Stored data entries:
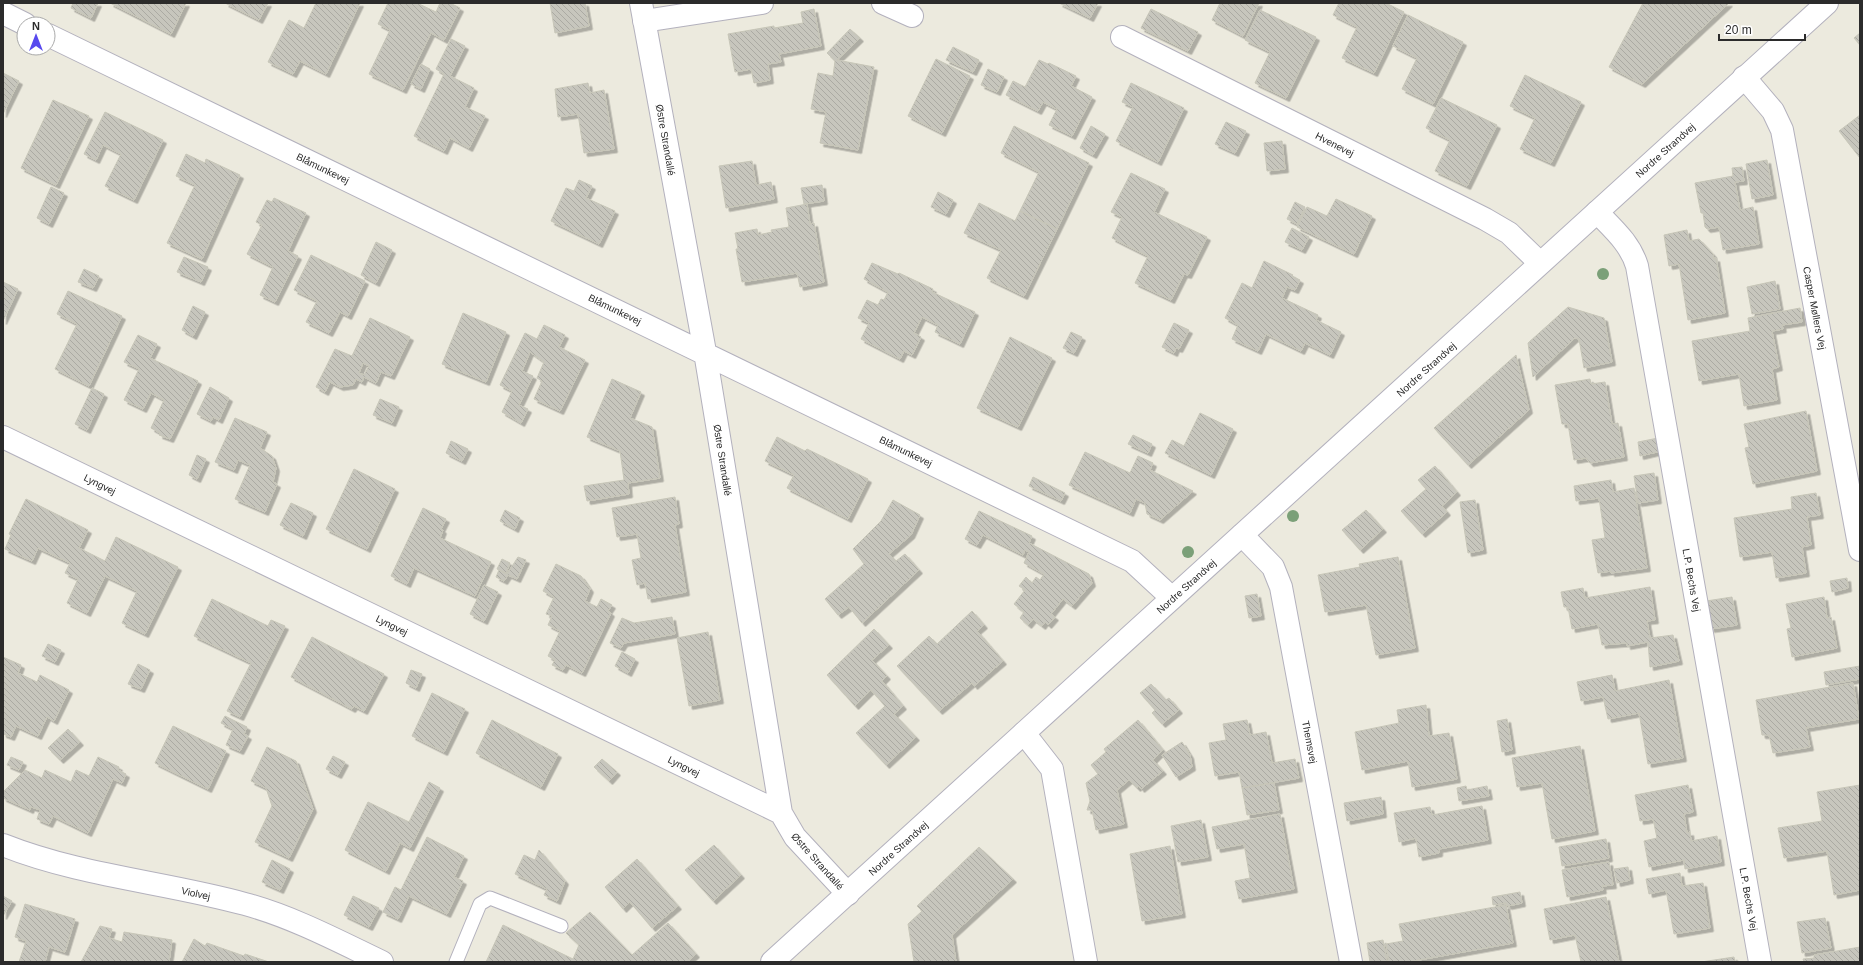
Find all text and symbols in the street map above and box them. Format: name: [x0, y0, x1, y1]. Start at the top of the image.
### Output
north arrow: [16, 16, 56, 56]
scale bar: [1719, 16, 1805, 42]
text: N: [32, 20, 40, 32]
text: 20 m: [1725, 23, 1752, 37]
street label: Østre Strandallé: [654, 104, 677, 177]
street label: Nordre Strandvej: [1634, 121, 1697, 180]
street label: Hvenevej: [1314, 130, 1356, 159]
street label: Blåmunkevej: [295, 151, 351, 186]
street label: Casper Møllers Vej: [1801, 266, 1828, 351]
street label: Blåmunkevej: [587, 292, 643, 327]
street label: Nordre Strandvej: [1395, 340, 1458, 399]
street label: Østre Strandallé: [711, 424, 734, 497]
street label: Blåmunkevej: [878, 434, 934, 469]
street label: Lyngvej: [82, 472, 118, 497]
street label: L.P. Bechs Vej: [1681, 548, 1702, 612]
street label: Nordre Strandvej: [1155, 557, 1218, 616]
street label: Lyngvej: [374, 613, 410, 638]
street label: Themsvej: [1300, 720, 1319, 764]
street label: Lyngvej: [666, 754, 702, 779]
street label: Nordre Strandvej: [867, 819, 930, 878]
street label: Østre Strandallé: [789, 831, 846, 892]
street label: L.P. Bechs Vej: [1738, 867, 1759, 931]
street label: Violvej: [180, 885, 211, 902]

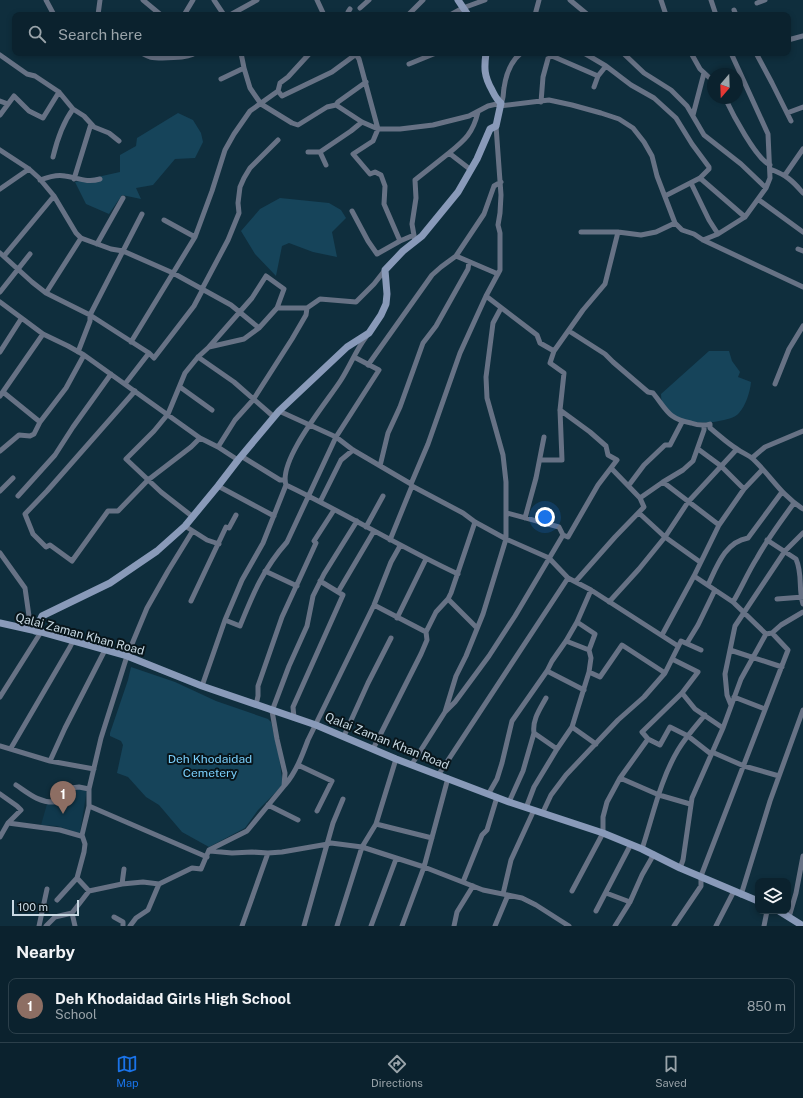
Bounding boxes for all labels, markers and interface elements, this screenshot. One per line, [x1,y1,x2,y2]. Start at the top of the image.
search box [12,12,791,56]
icon: search [26,23,48,45]
text: Search here [58,26,142,43]
north arrow [707,68,743,104]
your location [535,507,555,527]
street label: Qalai Zaman Khan Road [14,610,146,658]
street label: Qalai Zaman Khan Road [323,710,451,772]
park label: Deh Khodaidad Cemetery [168,752,252,780]
pin: 1 [50,781,76,814]
map controls [755,878,791,914]
button: layers [755,878,791,914]
scale bar [12,898,79,917]
text: 100 m [18,901,48,913]
text: Nearby [16,942,75,962]
text: Deh Khodaidad Girls High School [55,990,291,1007]
text: 1 [27,999,33,1014]
text: 850 m [747,999,786,1014]
text: School [55,1007,97,1022]
tab: Map [116,1053,139,1089]
tab: Directions [371,1053,423,1089]
tab: Saved [655,1053,687,1089]

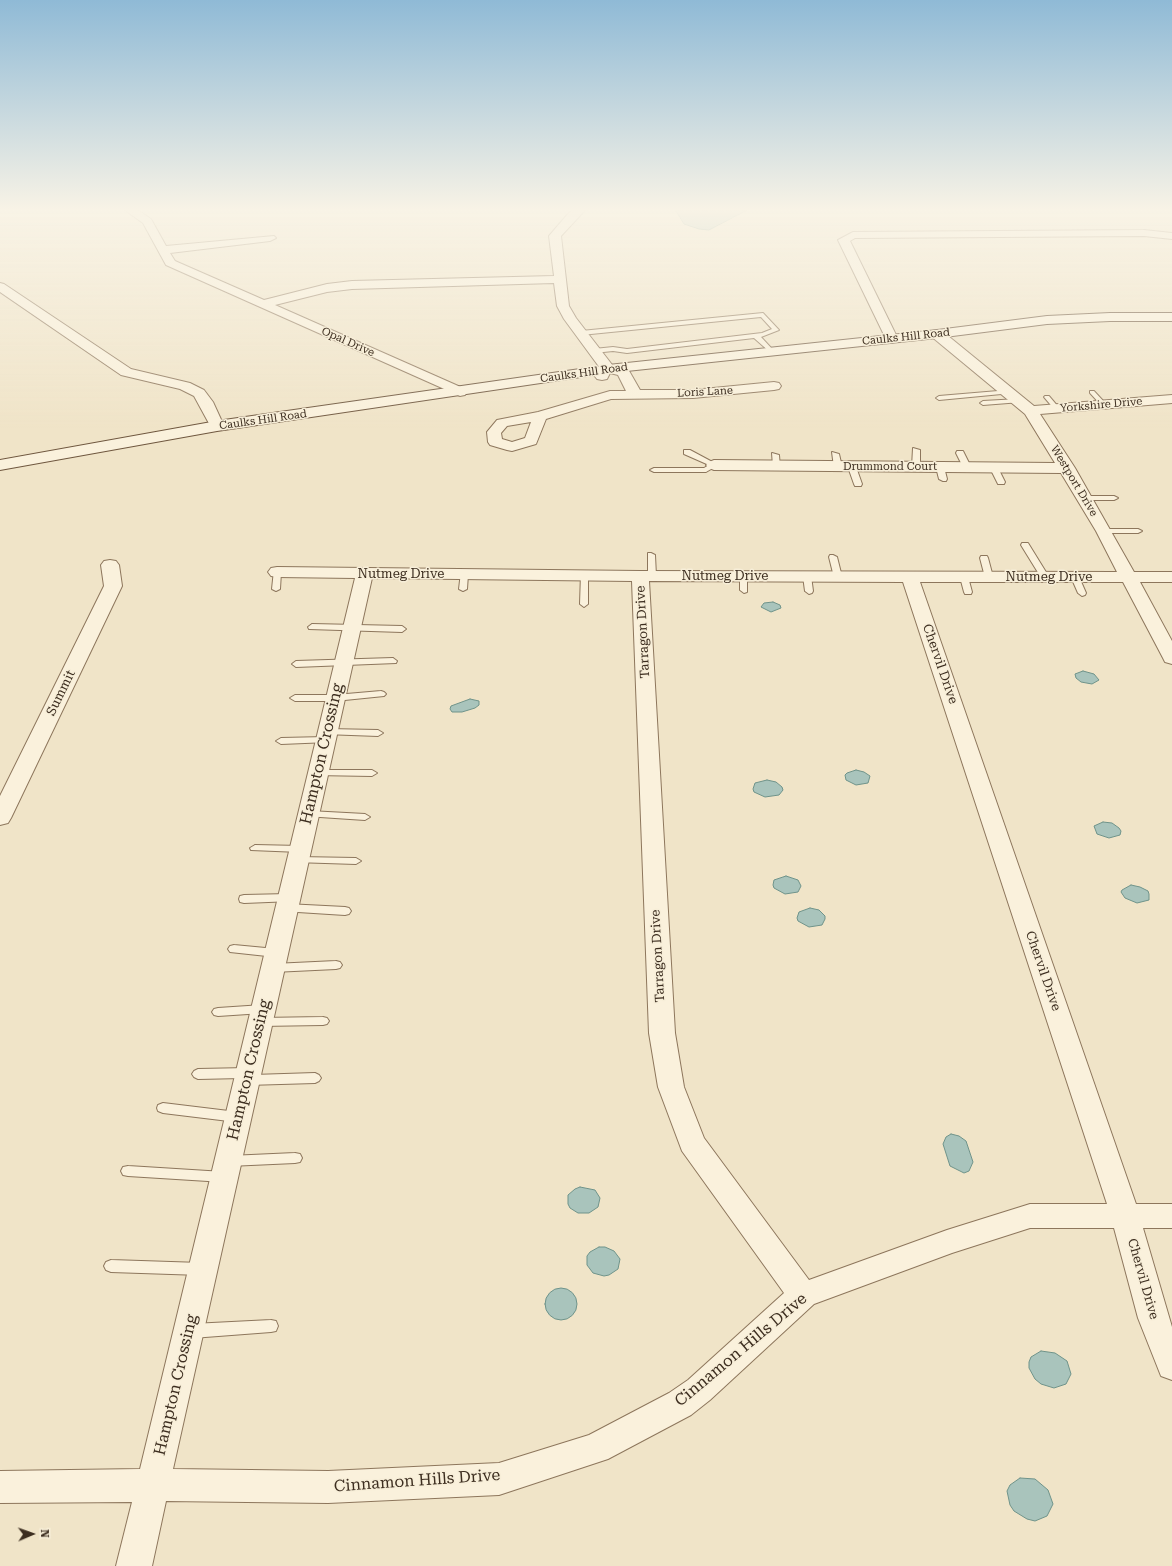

### Assignment
Please restate the data word for word, leaving out any picture it holds.

### Answer
Find all text and symbols in the street map above and box them. Format: name: [x0, y0, x1, y1]. Start at the top of the image.
### Output
north arrow: [16, 16, 56, 56]
scale bar: [1719, 16, 1805, 42]
text: N: [32, 20, 40, 32]
text: 20 m: [1725, 23, 1752, 37]
street label: Østre Strandallé: [654, 104, 677, 177]
street label: Nordre Strandvej: [1634, 121, 1697, 180]
street label: Hvenevej: [1314, 130, 1356, 159]
street label: Blåmunkevej: [295, 151, 351, 186]
street label: Casper Møllers Vej: [1801, 266, 1828, 351]
street label: Blåmunkevej: [587, 292, 643, 327]
street label: Nordre Strandvej: [1395, 340, 1458, 399]
street label: Østre Strandallé: [711, 424, 734, 497]
street label: Blåmunkevej: [878, 434, 934, 469]
street label: Lyngvej: [82, 472, 118, 497]
street label: L.P. Bechs Vej: [1681, 548, 1702, 612]
street label: Nordre Strandvej: [1155, 557, 1218, 616]
street label: Lyngvej: [374, 613, 410, 638]
street label: Themsvej: [1300, 720, 1319, 764]
street label: Lyngvej: [666, 754, 702, 779]
street label: Nordre Strandvej: [867, 819, 930, 878]
street label: Østre Strandallé: [789, 831, 846, 892]
street label: L.P. Bechs Vej: [1738, 867, 1759, 931]
street label: Violvej: [180, 885, 211, 902]

Bounding boxes for all labels, markers and interface elements, this screenshot. One per line, [x1,y1,x2,y2]. Start at the top of the image.
search box [12,12,791,56]
icon: search [26,23,48,45]
text: Search here [58,26,142,43]
north arrow [707,68,743,104]
your location [535,507,555,527]
street label: Qalai Zaman Khan Road [14,610,146,658]
street label: Qalai Zaman Khan Road [323,710,451,772]
park label: Deh Khodaidad Cemetery [168,752,252,780]
pin: 1 [50,781,76,814]
map controls [755,878,791,914]
button: layers [755,878,791,914]
scale bar [12,898,79,917]
text: 100 m [18,901,48,913]
text: Nearby [16,942,75,962]
text: Deh Khodaidad Girls High School [55,990,291,1007]
text: 1 [27,999,33,1014]
text: 850 m [747,999,786,1014]
text: School [55,1007,97,1022]
tab: Map [116,1053,139,1089]
tab: Directions [371,1053,423,1089]
tab: Saved [655,1053,687,1089]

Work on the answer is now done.